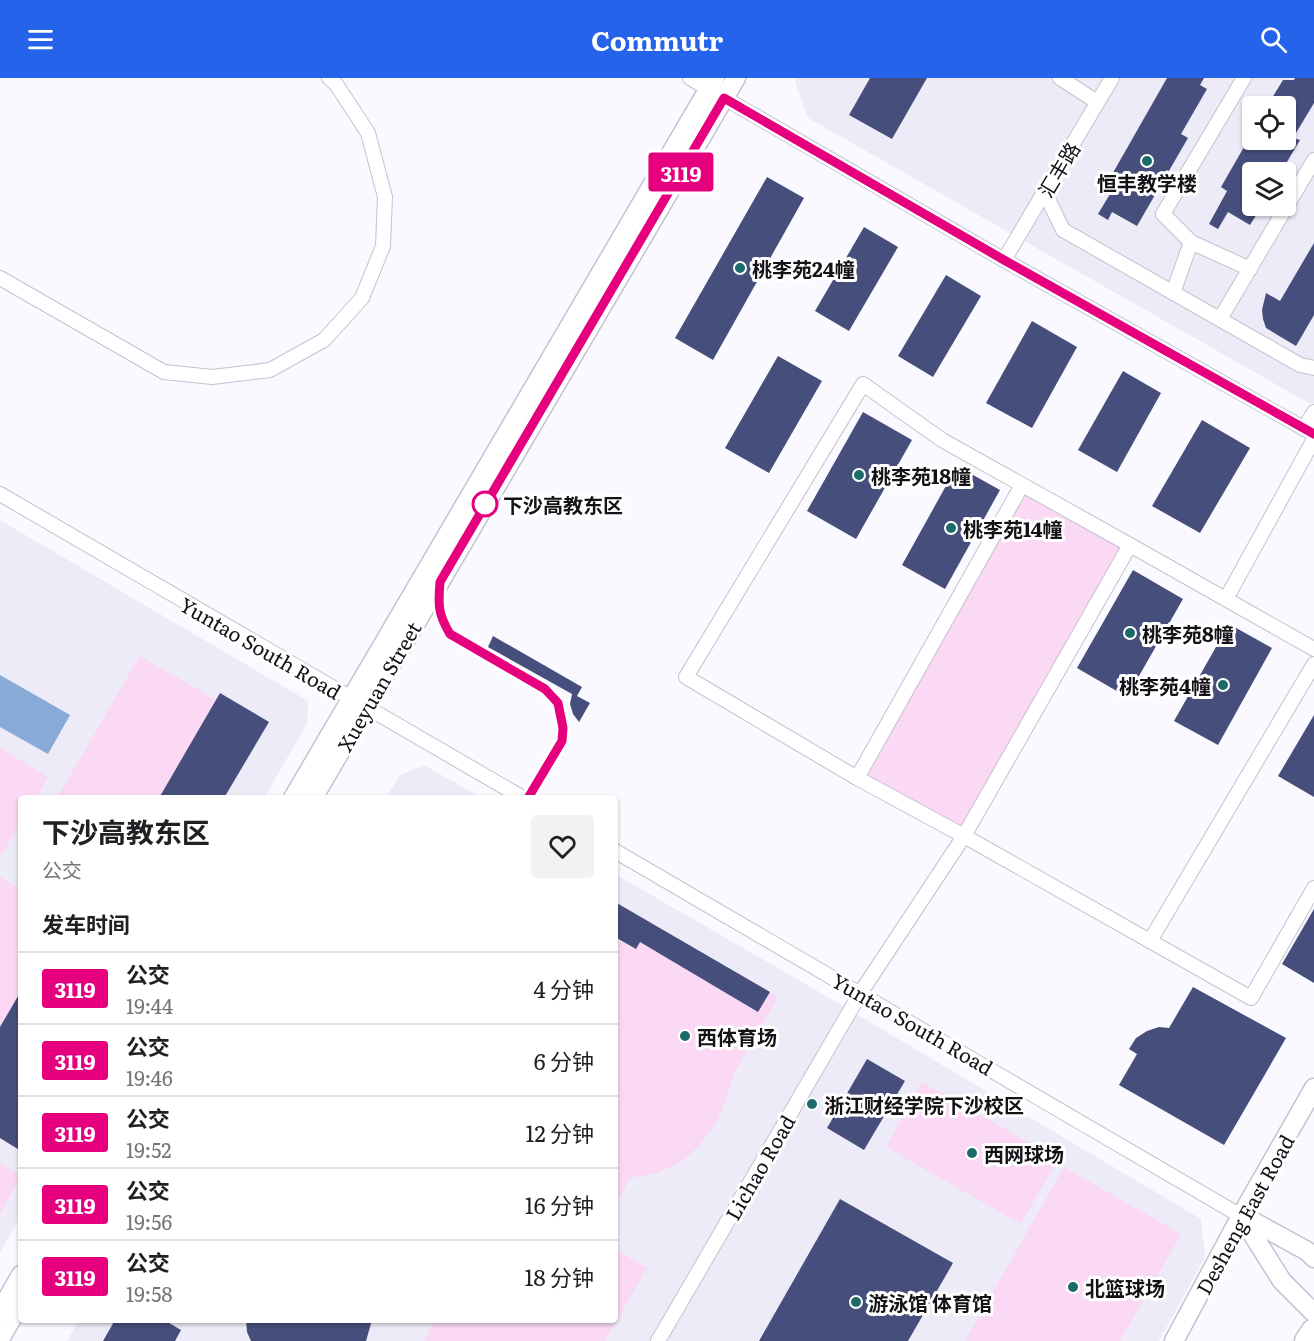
<!DOCTYPE html>
<html lang="zh">
<head>
<meta charset="utf-8">
<style>
  body { margin:0; font-family:Literata,"Noto Sans SC",serif; background:#f2f2f2; color:#202124; height:100vh; display:flex; flex-direction:column; font-size:22px; white-space:nowrap }
  * { box-sizing:border-box; margin:0 }
  p { font-size:20px; color:#757577 }
  .icon { flex:none; width:33px; height:33px; fill:none; stroke:currentColor; stroke-width:2; stroke-linecap:round; stroke-linejoin:round }
  .map { position:relative; flex:1; overflow:hidden }
  .sheet { position:absolute; left:18px; top:717px; width:600px; height:528px; display:flex; flex-direction:column; background:#fff; border-radius:6px; box-shadow:0 2px 4px #0004 }
  .sheet>* { flex:none }
  .badge { padding:0 12px; border-radius:4px; font-size:21px; line-height:39px }
  .controls { position:absolute; left:1242px; top:18px; display:grid; gap:12px }
  .controls a { display:grid; place-items:center; width:54px; height:54px; border-radius:6px; background:#fff; box-shadow:0 2px 4px #0004; font-size:30px }
  .map>.badge { position:absolute; translate:-50% -50%; box-shadow:0 0 0 3px #fff }
  h2 { padding:0 24px; font-size:22px; line-height:54px }
  .round { display:grid; place-items:center; flex:none; width:63px; height:63px; border-radius:6px; background:#f2f2f2 }
  .head { display:flex; align-items:center; justify-content:space-between; height:102px; padding:0 24px }
  h1 { font-size:28px; font-weight:700; line-height:45px }
  ul { padding:0; list-style:none }
  li { display:flex; align-items:center; gap:18px; height:72px; padding:0 24px; border-top:2px solid #e0e0e0 }
  li div { flex:1 }
  li b { display:block; font-size:22px }
  li em { font-style:normal }
  li .badge { min-width:66px; font-weight:700; text-align:center }
  header { display:flex; justify-content:space-between; align-items:center; height:78px; padding:0 24px; background:#2563eb; color:#fff; font-size:27px; font-weight:700 }
  .map>svg:first-child { display:block }
</style>
</head>
<body>
<header><svg class="icon" aria-label="menu" viewBox="0 0 24 24"><path d="M4 6h16M4 12h16M4 18h16"/></svg>Commutr<svg class="icon" aria-label="search" viewBox="0 0 24 24"><circle cx="10" cy="10" r="6"/><path d="M15 15l6 6"/></svg></header>
<div class="map">
<svg width="1314" height="1263" viewBox="0 0 1314 1263">
  <rect width="100%" height="100%" fill="#faf9ff"/>
  <!-- built -->
  <g fill="#edebf7" fill-rule="evenodd">
    <path d="M797 0H1314V328L808 40 795 4ZM1252 28H1286V62H1252ZM1252 94H1286V128H1252Z"/>
    <polygon points="0,442 308,623 307,646 264,720 21,720 21,1138 0,1174"/>
    <polygon points="424,687 482,720 386,720 400,697"/>
    <polygon points="615,796 816,912 1201,1141 1205,1179 1159,1263 67,1263 79,1242 615,1242"/>
  </g>
  <!-- green -->
  <g fill="#fbd8f3">
    <polygon points="1025,416 1122,471 964,752 867,697"/>
    <polygon points="140,578 216,622 159,720 57,720"/>
    <polygon points="0,670 48,699 36,720 21,720 21,744 2,777 0,776"/>
    <polygon points="0,799 21,811 21,913 0,949"/>
    <polygon points="615,824 778,919 733,997 726,1023 716,1045 699,1068 681,1084 657,1095 630,1100 615,1128"/>
    <polygon points="922,1004 1058,1081 1021,1146 886,1069"/>
    <polygon points="0,1085 21,1097 0,1136"/>
    <polygon points="1064,1089 1181,1156 1120,1263 965,1263"/>
    <polygon points="615,1171 647,1190 605,1263 424,1263 436,1242 615,1242"/>
  </g>
  <!-- water -->
  <polygon fill="#87aad6" points="0,597 70,637 48,676 0,649"/>
  <!-- building -->
  <g fill="#464f7c">
    <polygon points="870,0 927,0 892,61 849,37"/>
    <polygon points="1167,0 1204,0 1200,7 1207,11 1181,56 1188,60 1137,148 1112,134 1108,142 1098,136 1113,111 1106,107"/>
    <polygon points="1295,0 1314,0 1314,25 1293,60 1300,62 1281,94 1252,94 1252,128 1262,128 1250,147 1228,134 1218,151 1209,146 1227,113 1221,109 1248,62 1286,62 1286,28 1267,28 1283,2 1294,2"/>
    <polygon points="767,99 804,120 713,282 675,260"/>
    <polygon points="864,149 898,169 849,253 815,233"/>
    <polygon points="1314,165 1314,237 1296,268 1266,250 1263,241 1262,232 1266,215 1280,223"/>
    <polygon points="946,197 981,218 933,299 898,278"/>
    <polygon points="1032,243 1077,269 1032,350 986,325"/>
    <polygon points="778,278 822,303 769,395 725,370"/>
    <polygon points="1123,293 1161,315 1117,394 1078,372"/>
    <polygon points="863,334 912,362 856,461 807,433"/>
    <polygon points="1202,342 1250,370 1200,455 1152,428"/>
    <polygon points="957,388 1000,412 945,511 902,487"/>
    <polygon points="1133,492 1183,521 1127,619 1077,590"/>
    <polygon points="1229,546 1272,570 1218,667 1174,643"/>
    <polygon points="493,558 582,609 577,618 590,625 579,644 573,636 570,626 572,616 488,569"/>
    <polygon points="220,615 269,644 224,720 159,720"/>
    <polygon points="1314,637 1314,719 1278,698"/>
    <polygon points="615,824 770,914 758,934 640,864 636,871 615,859"/>
    <polygon points="1314,831 1314,905 1282,886"/>
    <polygon points="1193,909 1286,960 1224,1067 1119,1007 1137,976 1129,971 1136,960 1147,953 1159,949 1169,950"/>
    <polygon points="21,913 21,1073 0,1060 0,949"/>
    <polygon points="867,981 905,1003 864,1072 827,1050"/>
    <polygon points="840,1121 953,1185 908,1263 759,1263"/>
    <polygon points="115,1242 164,1242 181,1252 175,1263 103,1263"/>
    <polygon points="246,1242 372,1242 366,1263 251,1263 247,1254"/>
  </g>
  <g fill="none" stroke-linecap="round" stroke-linejoin="round">
    <!-- street casing -->
    <g stroke="#c4c2d0" stroke-width="16">
      <g id="street">
        <polyline points="690,0 1004,182 1314,356"/>
        <polyline points="1060,0 1097,24"/>
        <polyline points="1044,113 1063,152 1300,287 1314,290"/>
        <polyline points="1191,164 1250,191"/>
        <polyline points="1004,182 1112,0"/>
        <polyline points="0,200 164,294 212,299 270,292 324,262 362,220 383,168 385,119 368,55 336,6 329,0"/>
        <polyline points="1173,215 1191,164 1163,136 1244,0"/>
        <polyline points="1220,241 1314,82"/>
        <polyline points="1304,351 1314,334"/>
        <polyline points="0,416 523,720"/>
        <polyline points="1226,521 1314,361"/>
        <polyline points="1314,571 1130,467 964,758 1150,863 1314,586"/>
        <polyline points="857,700 1022,407"/>
        <polyline points="615,773 1241,1138"/>
        <polyline points="1150,863 1251,920 1314,810"/>
        <polyline points="658,1263 861,914 964,758 857,700 686,599 863,306 942,362 1130,467"/>
      </g>
    </g>
    <!-- secondary casing -->
    <g stroke="#c4c2d0" stroke-width="21">
      <g id="secondary">
        <polyline points="293,720 715,0"/>
        <polyline points="313,720 736,0"/>
        <polyline points="1241,1138 1282,1203 1314,1235"/>
        <polyline points="1243,1138 1307,1173 1314,1180"/>
        <polyline points="0,1233 21,1197"/>
        <polyline points="0,1261 21,1225"/>
        <polyline points="1174,1263 1241,1138 1314,1010"/>
      </g>
    </g>
    <!-- highway casing -->
    <g stroke="#c4c2d0" stroke-width="27">
      <polyline id="highway" points="1307,1263 1314,1253"/>
    </g>
    <!-- street -->
    <use href="#street" stroke="#fff" stroke-width="14"/>
    <!-- secondary -->
    <use href="#secondary" stroke="#fff" stroke-width="18"/>
    <!-- highway -->
    <use href="#highway" stroke="#fff" stroke-width="24"/>
  </g>
  <g fill="none" stroke-linecap="round" stroke-linejoin="round">
    <!-- line casing -->
    <g stroke="#fff" stroke-width="14">
      <path id="line" d="M528 720 562 663 563 650 558 625 545 611 450 556C438 536 438 527 440 504L724 20 1004 182 1314 356"/>
    </g>
    <!-- line -->
    <use href="#line" stroke="#e6007e" stroke-width="9"/>
  </g>
  <!-- markers -->
  <g fill="#1d6a6a" stroke="#fff" stroke-width="2">
    <circle cx="1147" cy="83" r="6"/>
    <circle cx="740" cy="190" r="6"/>
    <circle cx="859" cy="397" r="6"/>
    <circle cx="951" cy="450" r="6"/>
    <circle cx="1130" cy="555" r="6"/>
    <circle cx="1223" cy="607" r="6"/>
    <circle cx="685" cy="958" r="6"/>
    <circle cx="812" cy="1026" r="6"/>
    <circle cx="972" cy="1075" r="6"/>
    <circle cx="1073" cy="1209" r="6"/>
    <circle cx="856" cy="1224" r="6"/>
  </g>
  <circle fill="#fff" stroke="#e6007e" stroke-width="3" cx="485" cy="426" r="12"/>
  <g text-anchor="middle" dominant-baseline="central" stroke-width="6" stroke-linejoin="round" paint-order="stroke">
    <!-- street labels -->
    <g font-size="20" fill="#131217" stroke="#fff">
      <text transform="translate(1058 91) rotate(-59)">汇丰路</text>
      <text transform="translate(261 569) rotate(30)">Yuntao South Road</text>
      <text transform="translate(378 608) rotate(-60)">Xueyuan Street</text>
      <text transform="translate(913 945) rotate(30)">Yuntao South Road</text>
      <text transform="translate(759 1089) rotate(-60)">Lichao Road</text>
      <text transform="translate(1244 1136) rotate(-61)">Desheng East Road</text>
    </g>
    <!-- poi labels -->
    <g font-size="20" font-weight="bold" fill="#131217" stroke="#fff" text-anchor="start">
      <text x="1147" y="104" text-anchor="middle">恒丰教学楼</text>
      <text x="752" y="190">桃李苑24幢</text>
      <text x="871" y="397">桃李苑18幢</text>
      <text x="963" y="450">桃李苑14幢</text>
      <text x="1142" y="555">桃李苑8幢</text>
      <text x="1211" y="607" text-anchor="end">桃李苑4幢</text>
      <text x="697" y="958">西体育场</text>
      <text x="824" y="1026">浙江财经学院下沙校区</text>
      <text x="984" y="1075">西网球场</text>
      <text x="1085" y="1209">北篮球场</text>
      <text x="868" y="1224">游泳馆 体育馆</text>
    </g>
    <!-- stop labels -->
    <g font-size="20" font-weight="bold" fill="#131217" stroke="#fff" text-anchor="start">
      <text x="503" y="426">下沙高教东区</text>
    </g>
  </g>
</svg>
<div class="controls">
<a><svg class="icon" aria-label="locate" viewBox="0 0 24 24"><circle cx="12" cy="12" r="6"/><path d="M12 2v4M12 18v4M2 12h4M18 12h4"/></svg></a>
<a><svg class="icon" aria-label="layers" viewBox="0 0 24 24"><path d="M12 4l9 5-9 5-9-5zM3 14l9 5 9-5"/></svg></a>
</div>
<b class="badge" style="left:681px;top:94px;background:#e6007e;color:#fff">3119</b>
<section class="sheet">
<div class="head"><div><h1>下沙高教东区</h1><p>公交</p></div><a class="round"><svg class="icon" aria-label="heart" viewBox="0 0 24 24"><path d="M12 20l-8-8c-3-5 5-10 8-4 3-6 11-1 8 4z"/></svg></a></div>
<h2>发车时间</h2>
<ul>
<li><span class="badge" style="background:#e6007e;color:#fff">3119</span><div><b>公交</b><p>19:44</p></div><em>4 分钟</em></li>
<li><span class="badge" style="background:#e6007e;color:#fff">3119</span><div><b>公交</b><p>19:46</p></div><em>6 分钟</em></li>
<li><span class="badge" style="background:#e6007e;color:#fff">3119</span><div><b>公交</b><p>19:52</p></div><em>12 分钟</em></li>
<li><span class="badge" style="background:#e6007e;color:#fff">3119</span><div><b>公交</b><p>19:56</p></div><em>16 分钟</em></li>
<li><span class="badge" style="background:#e6007e;color:#fff">3119</span><div><b>公交</b><p>19:58</p></div><em>18 分钟</em></li>
</ul>
</section>
</div>
</body>
</html>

———

Take every line in the preceding listing that contains "translate" and copy it.

TASK RESPONSE
  .map>.badge { position:absolute; translate:-50% -50%; box-shadow:0 0 0 3px #fff }
      <text transform="translate(1058 91) rotate(-59)">汇丰路</text>
      <text transform="translate(261 569) rotate(30)">Yuntao South Road</text>
      <text transform="translate(378 608) rotate(-60)">Xueyuan Street</text>
      <text transform="translate(913 945) rotate(30)">Yuntao South Road</text>
      <text transform="translate(759 1089) rotate(-60)">Lichao Road</text>
      <text transform="translate(1244 1136) rotate(-61)">Desheng East Road</text>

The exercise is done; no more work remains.